**What you are asked to do**:
Find the lines in the records that carry the word "they". Copy each one.
++++ Data for analysis
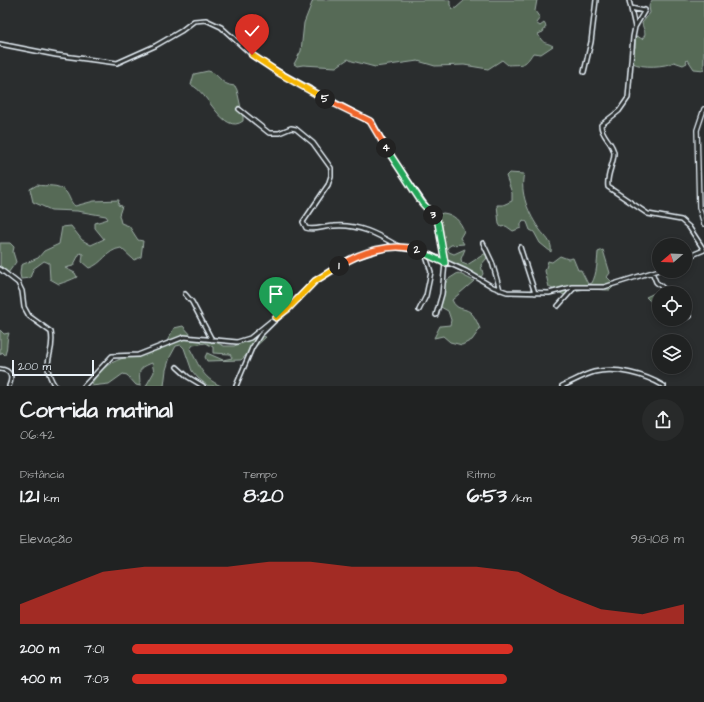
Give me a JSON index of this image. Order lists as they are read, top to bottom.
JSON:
++++++++
++++ Data for analysis
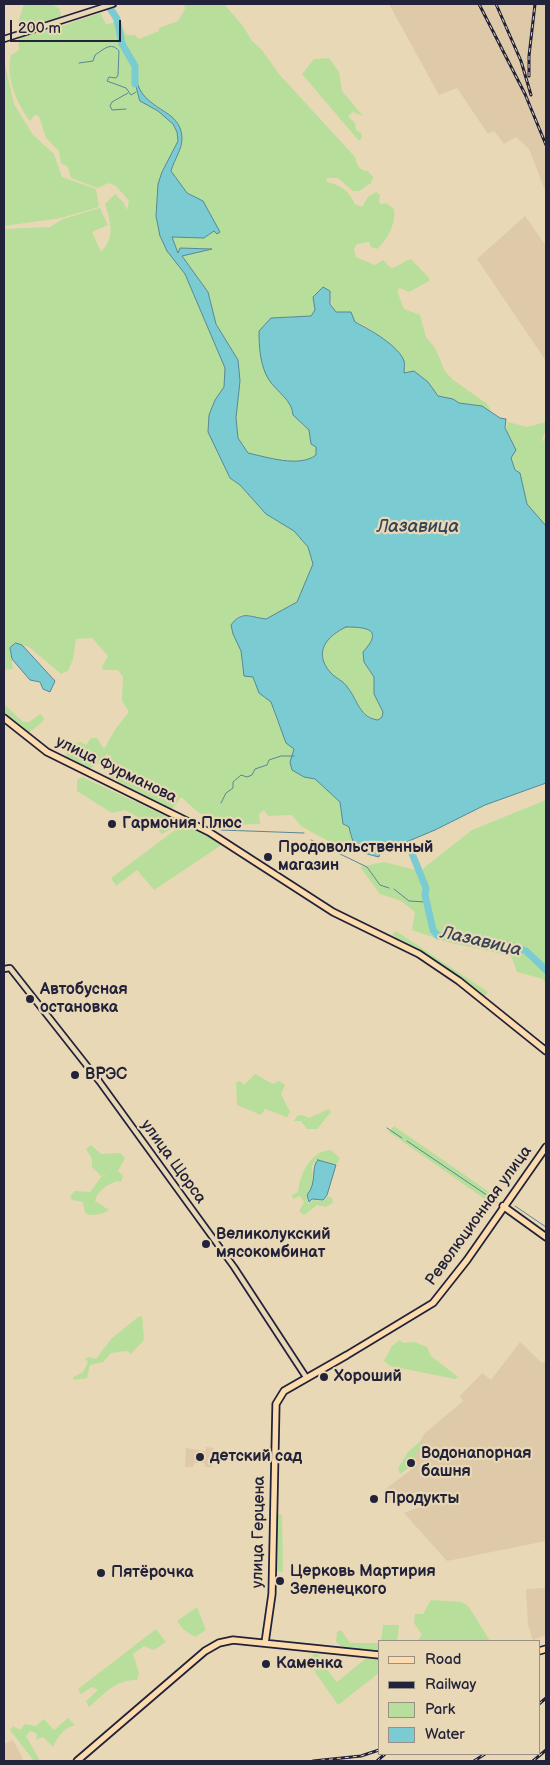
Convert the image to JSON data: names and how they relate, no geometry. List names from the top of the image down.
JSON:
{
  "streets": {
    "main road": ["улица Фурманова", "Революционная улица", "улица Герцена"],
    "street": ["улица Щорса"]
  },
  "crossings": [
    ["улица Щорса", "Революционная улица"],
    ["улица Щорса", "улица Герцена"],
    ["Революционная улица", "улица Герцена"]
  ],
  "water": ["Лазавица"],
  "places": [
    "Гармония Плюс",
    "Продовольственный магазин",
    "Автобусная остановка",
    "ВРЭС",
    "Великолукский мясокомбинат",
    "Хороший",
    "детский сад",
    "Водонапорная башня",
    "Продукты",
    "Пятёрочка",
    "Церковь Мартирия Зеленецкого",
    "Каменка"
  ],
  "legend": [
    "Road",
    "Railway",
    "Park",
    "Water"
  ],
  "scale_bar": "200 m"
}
++++++++
**Solution below**:
Give me a JSON index of this image. Order lists as they are read, top to bottom.
Convert the image to JSON data: names and how they relate, no geometry. List names from the top of the image down.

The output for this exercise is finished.